I stated in the game preview that it’s no secret that Florida can’t run the ball consistently, but to call only 10 runs for the RBs was simply too unbalanced an attack.  Even with an excellent WR corps and a QB playing at a high level, that is a big ask.  Coach Mullen did the offense no favors with some questionable calls.  Trying a slow-developing throw on the failed 4th down play in the first quarter was bad, calling a delayed deep handoff which was blown up on 3rd-and-2 to end another drive was worse, and bringing Emory Jones in for only 1 play – a second down deep in Georgia territory that wound up being a telegraphed QB run behind an unbalanced line that was stuffed and wiped away the rhythm that Kyle Trask and the offense had achieved on that drive – ended with only a FG and the only points of the first half.  There was no margin for error against Georgia given the weakness of the O-Line, and too many mistakes were made to overcome them.  Props to Kyle PItts and Freddie Swain, who each played a great game and were open most of the day.

Finally, the officiating call that allowed Georgia’s TD drive late in the second quarter was criminal.  There is no way that was a catch, and even the guys on the TV crew and the official they have on staff to comment were stunned the play was allowed to stand as called.  That had a massive impact on the game – at minimum a 4 point swing, and a huge momentum boost to the Puppies.

We’ll see if the hangover of a massively disappointing loss and a noon kickoff lead to a slow start this week against Vanderbilt.  The Commodores have struggled mightily this season, and head coach Derek Mason has been rumored to be on shaky ground – a complete joke considering the historical lack of commitment to football by that school.  Vandy’s only real offensive threats are RB Ke’Shawn Vaughn and WR Kalija Lipscomb.  Florida’s defense should be more than capable of controlling those two, especially with the ‘Dores down to their 3rd-team QB, Deuce Wallace.  The Gators will be without DE Jeremiah Moon and LB Amari Burney due to injury, but should have more than enough to control the LOS and force Vandy into another rough afternoon offensively.

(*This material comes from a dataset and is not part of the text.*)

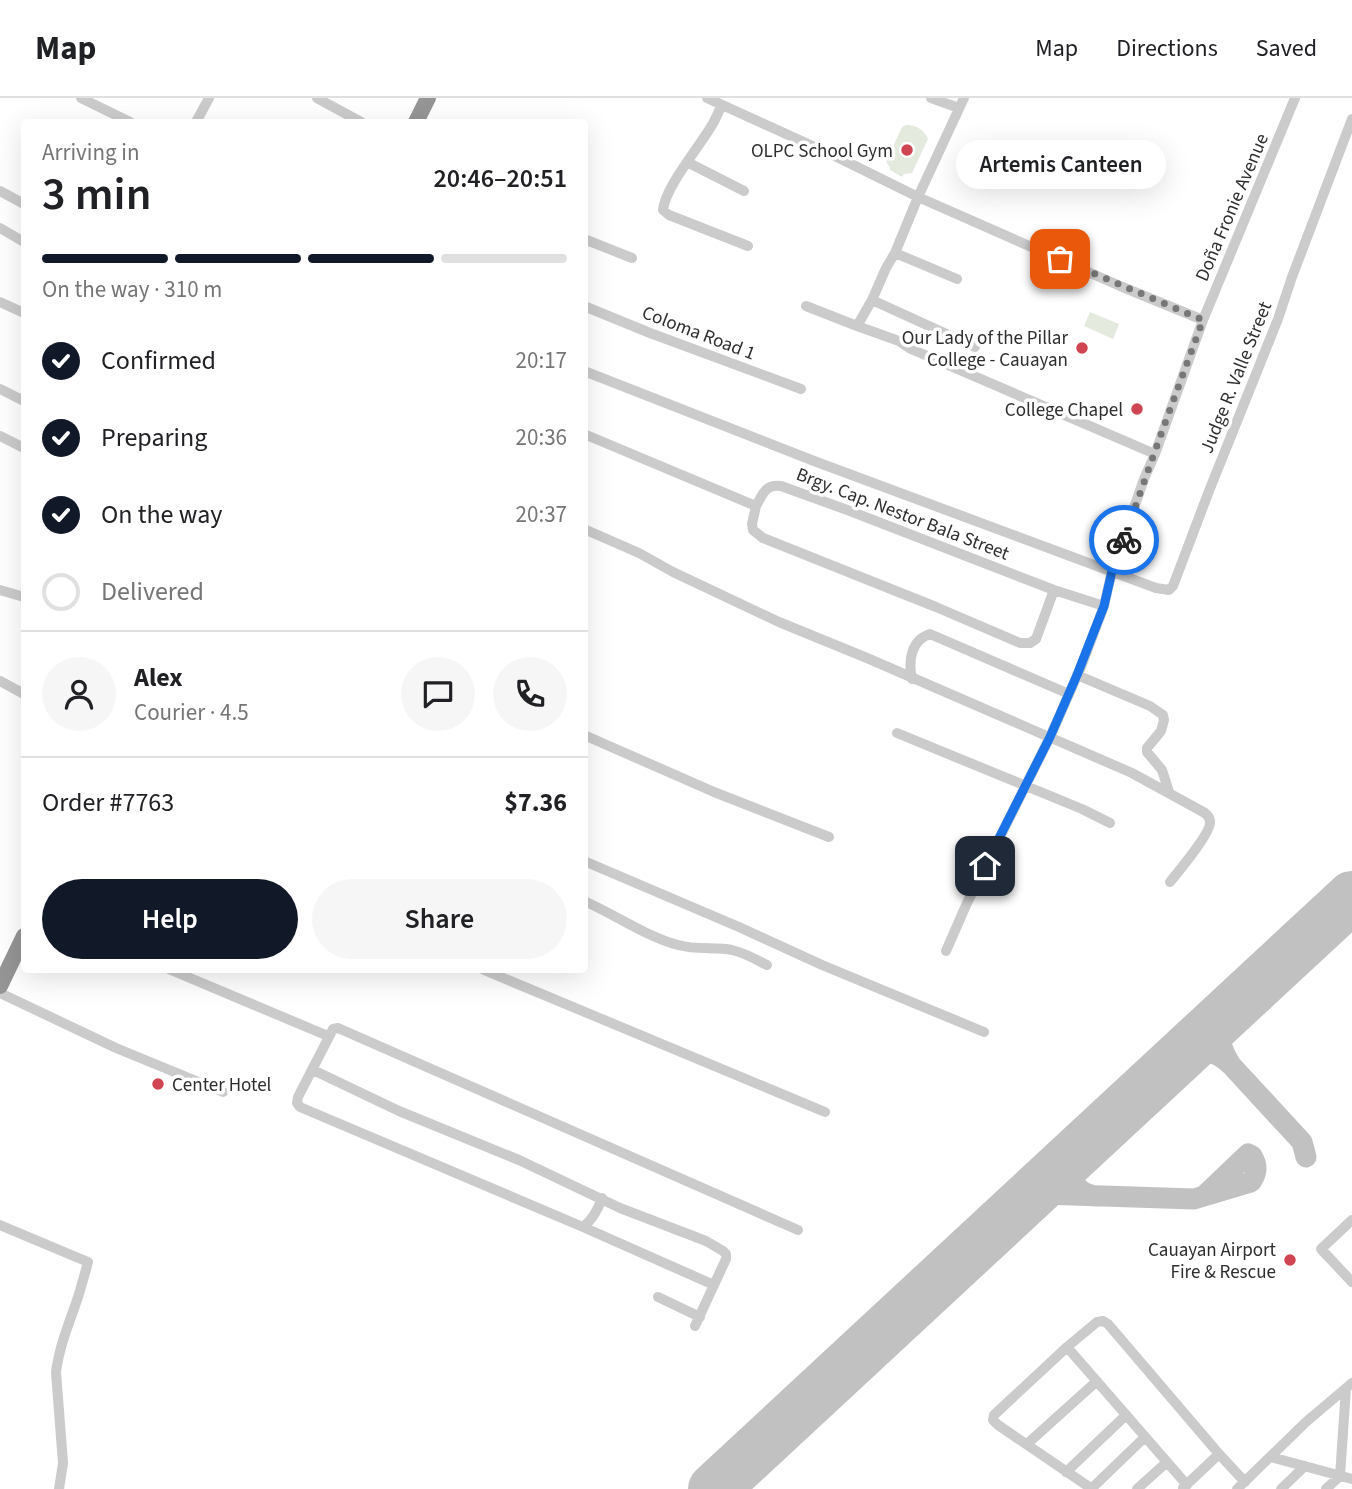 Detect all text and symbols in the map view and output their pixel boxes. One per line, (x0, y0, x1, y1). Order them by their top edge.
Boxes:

Vandy does roll out a decent defense, which is Coach Mason’s calling card.  The Gators will hopefully have better success running the ball this week, but I’m still not expecting anything special.  Perhaps a few jet sweeps will be in the game plan this week as the ‘Dores don’t have the speed of the elite defenses Florida has already played this year.  Trask will once again be counted upon to make quick accurate reads and get the ball into the hands of his playmakers in space.  Lamical Perine and Dameon Pierce need to provide at least a few good runs to better balance the attack and perhaps hit one of the long runs they have provided most of this season.

It’s going to be a challenge for the coaching staff to have the team mentally into this game, after the huge disappointment of last week.  Hopefully the seniors can provide some much-needed leadership for this game and the rest of the regular season, to help ensure a strong finish and a 10-win season.  Historically it’s usually a mental slog with some sloppy play thrown in against Vanderbilt, and I expect some of the same again, but Florida has too much talent to allow a huge upset.

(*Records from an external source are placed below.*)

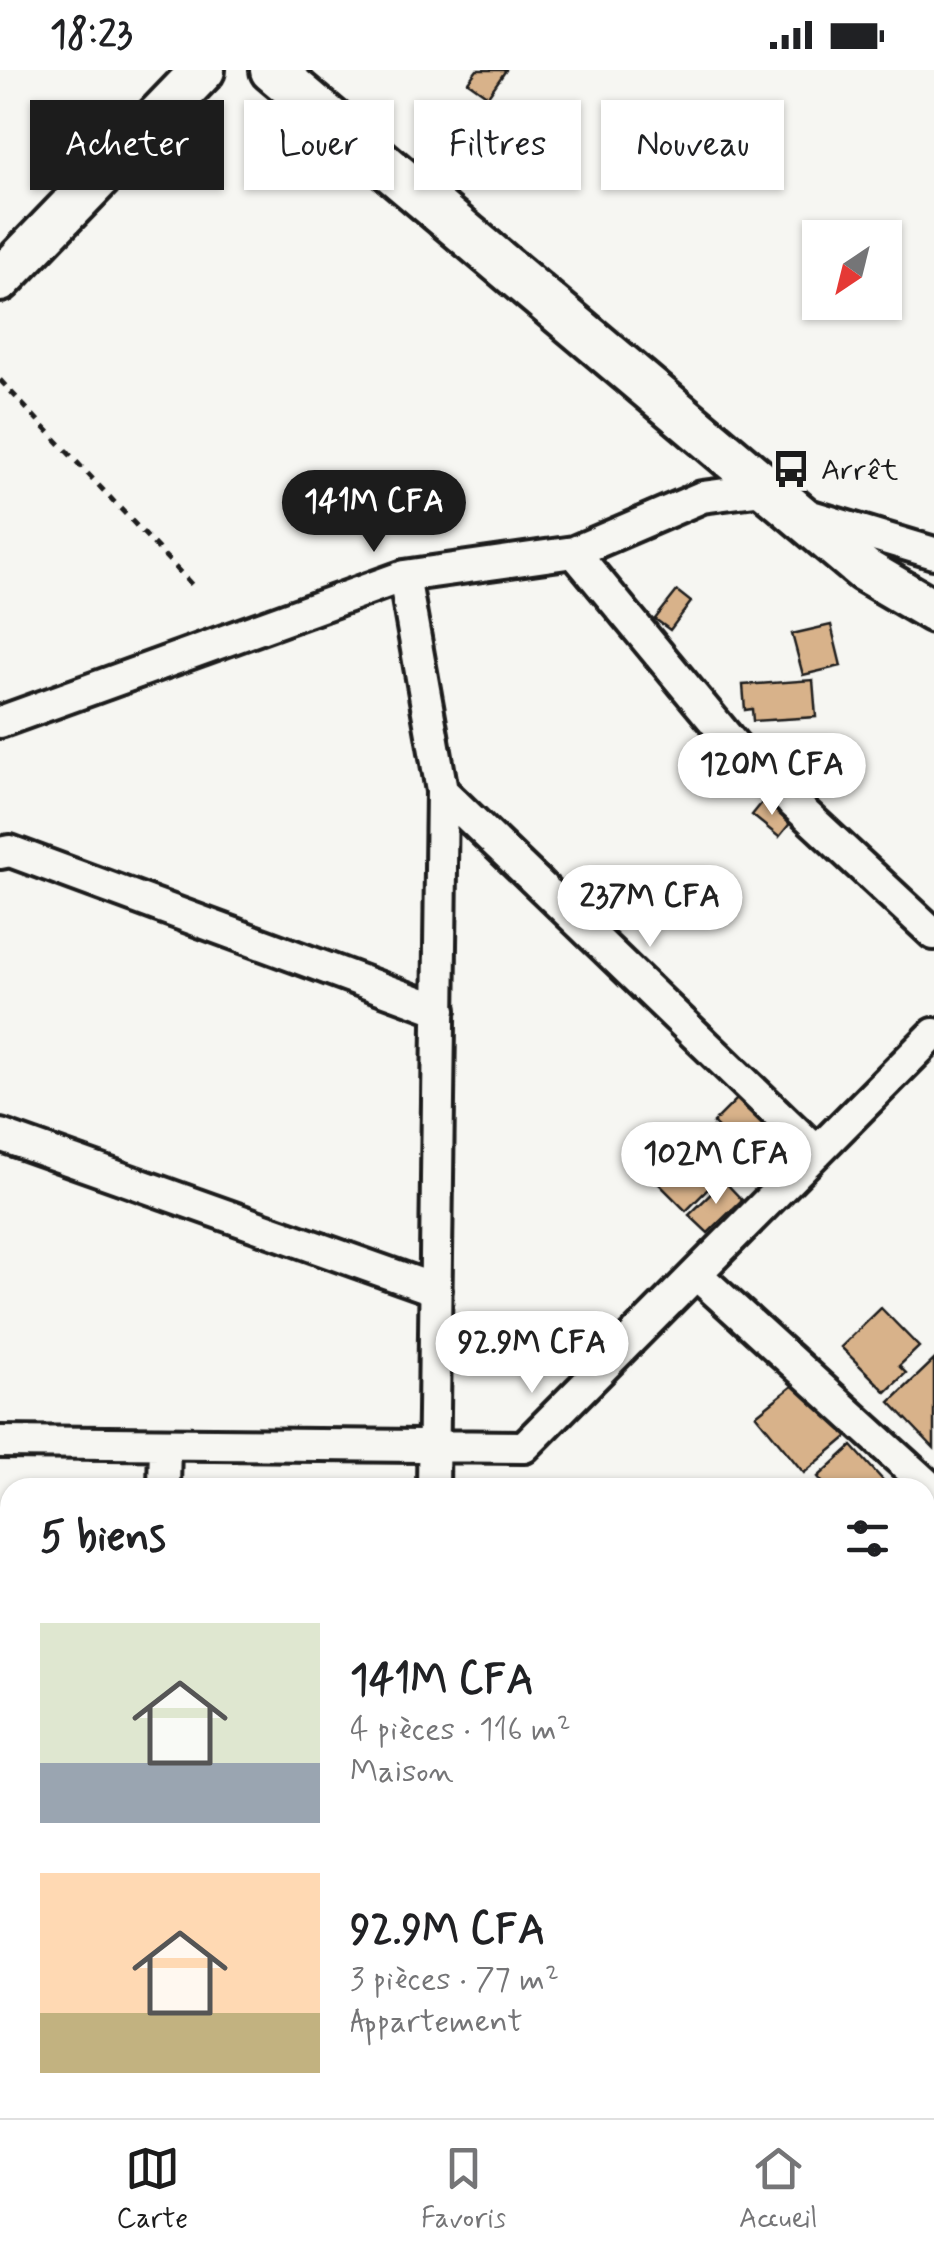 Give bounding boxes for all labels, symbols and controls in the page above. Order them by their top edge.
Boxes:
text: 18:23 [50,11,133,60]
chip: Acheter [30,100,224,190]
chip: Louer [244,100,394,190]
chip: Filtres [414,100,581,190]
chip: Nouveau [601,100,784,190]
north arrow [802,220,902,320]
map controls [802,220,902,320]
bus stop icon: Arrêt [770,448,812,490]
place label: Arrêt [821,451,899,490]
pin: 141M CFA [271,470,477,555]
text: 141M CFA [304,481,444,523]
pin: 120M CFA [669,733,875,818]
text: 120M CFA [700,744,844,786]
pin: 237M CFA [547,865,753,950]
text: 237M CFA [579,876,721,918]
pin: 102M CFA [613,1122,819,1207]
text: 102M CFA [643,1133,789,1175]
pin: 92.9M CFA [418,1311,646,1396]
text: 92.9M CFA [458,1322,606,1364]
text: 5 biens [40,1511,166,1566]
icon: filters [840,1511,895,1566]
text: 141M CFA [350,1654,534,1709]
icon: home [120,1663,240,1783]
text: 4 pièces · 116 m² [350,1709,571,1751]
text: Maison [350,1751,454,1793]
text: 92.9M CFA [350,1904,545,1959]
icon: home [120,1913,240,2033]
text: 3 pièces · 77 m² [350,1959,559,2001]
text: Appartement [350,2001,523,2043]
tab: Carte [116,2141,188,2238]
tab: Favoris [421,2141,506,2238]
tab: Accueil [739,2141,818,2238]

Prediction: Florida 31 Vanderbilt 13

South Carolina Review

As expected, it was a typical ugly game against a Won’t Misschump-coached team, but the Gators pulled away in the 4th quarter for a 38-27 win at soggy Williams-Brice Stadium.  I knew it would be hard for the staff to get the team emotionally ready after 2 tough games against Auburn and LSU, and it took a full half for the players to get into the game.

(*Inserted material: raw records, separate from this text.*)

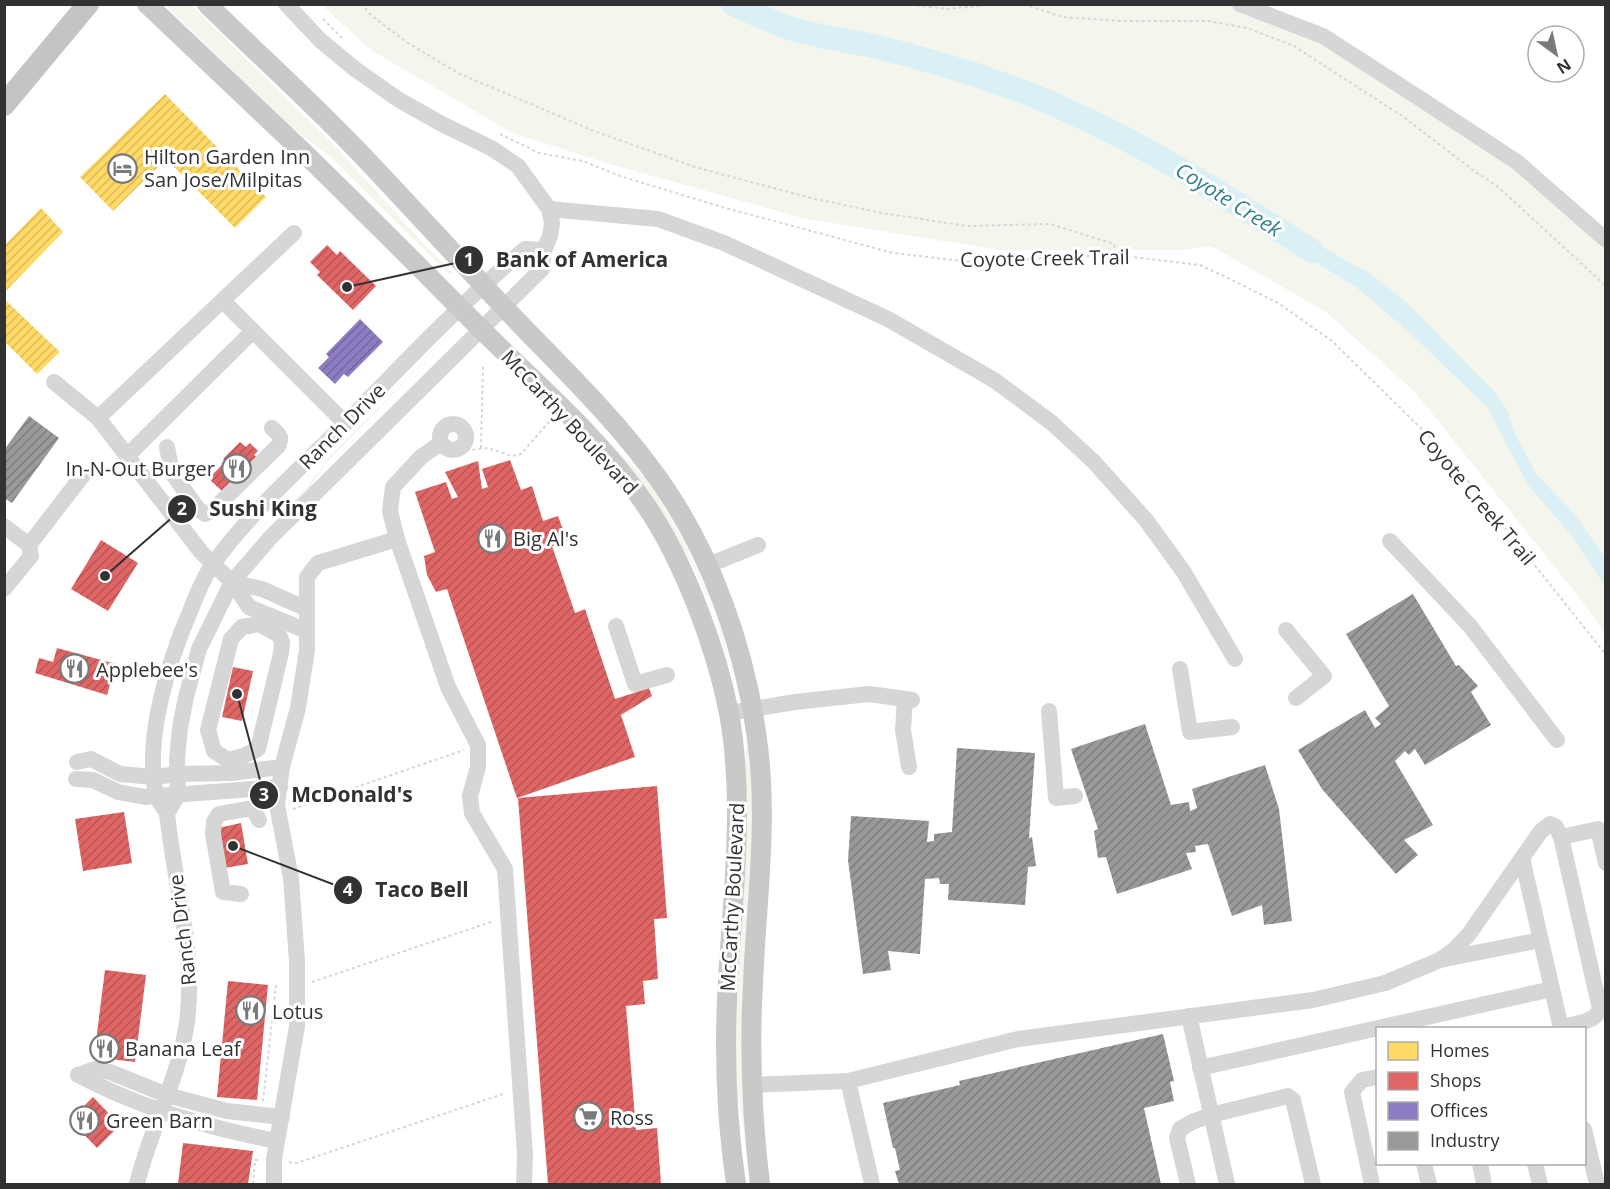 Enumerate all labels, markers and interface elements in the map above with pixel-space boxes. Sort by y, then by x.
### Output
north arrow [1526,24,1586,84]
text: N [1553,54,1576,79]
place label: Hilton Garden Inn San Jose/Milpitas [144,143,310,193]
hotel icon: Hilton Garden Inn San Jose/Milpitas [107,152,139,184]
water label: Coyote Creek [1171,155,1288,243]
callout: Bank of America [454,240,680,279]
street label: Coyote Creek Trail [960,243,1130,273]
text: Bank of America [496,245,668,273]
text: 1 [464,247,474,271]
street label: McCarthy Boulevard [496,344,644,500]
street label: Ranch Drive [293,377,391,475]
street label: Coyote Creek Trail [1412,423,1542,571]
restaurant icon: In-N-Out Burger [220,452,252,484]
place label: In-N-Out Burger [65,455,215,482]
callout: Sushi King [167,489,328,528]
text: Sushi King [209,494,317,522]
text: 2 [177,496,187,520]
restaurant icon: Big Al's [476,522,508,554]
place label: Big Al's [513,525,579,552]
restaurant icon: Applebee's [59,653,91,685]
place label: Applebee's [96,656,198,683]
callout: McDonald's [249,775,424,814]
text: McDonald's [291,780,413,808]
text: 3 [259,782,269,806]
street label: McCarthy Boulevard [714,802,750,992]
callout: Taco Bell [333,870,481,909]
street label: Ranch Drive [162,873,202,987]
text: Taco Bell [375,875,469,903]
text: 4 [343,877,353,901]
restaurant icon: Lotus [235,995,267,1027]
place label: Lotus [272,998,323,1025]
legend [1376,1027,1586,1165]
restaurant icon: Banana Leaf [88,1032,120,1064]
place label: Banana Leaf [125,1035,242,1062]
text: Homes [1430,1038,1489,1062]
text: Shops [1430,1068,1481,1092]
text: Offices [1430,1098,1488,1122]
supermarket icon: Ross [573,1101,605,1133]
restaurant icon: Green Barn [69,1104,101,1136]
place label: Ross [610,1104,653,1131]
place label: Green Barn [106,1107,213,1134]
text: Industry [1430,1128,1500,1152]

The script was pretty much the same for the Florida offense – difficulty in establishing a consistent running game then hitting a long run for a TD, while Kyle Trask had another efficient passing game with a career-high 4 TDs after struggling throwing a wet ball in the first half.  The return of Damien Pierce was a boost to the running game, with his 75 yard TD tying the game at 17 in the 3rd quarter after a bad Trask interception gave Carolina a short field which they capitalized on.  After Pierce’s run, the entire team settled down and played much better.  Coach Mullen had another solid game plan for the offense to execute and coached an aggressive game despite the weather conditions.  Once again the Gators dominated the 4th quarter of a game, hitting the Lamecocks with 21 consecutive points to ice the win.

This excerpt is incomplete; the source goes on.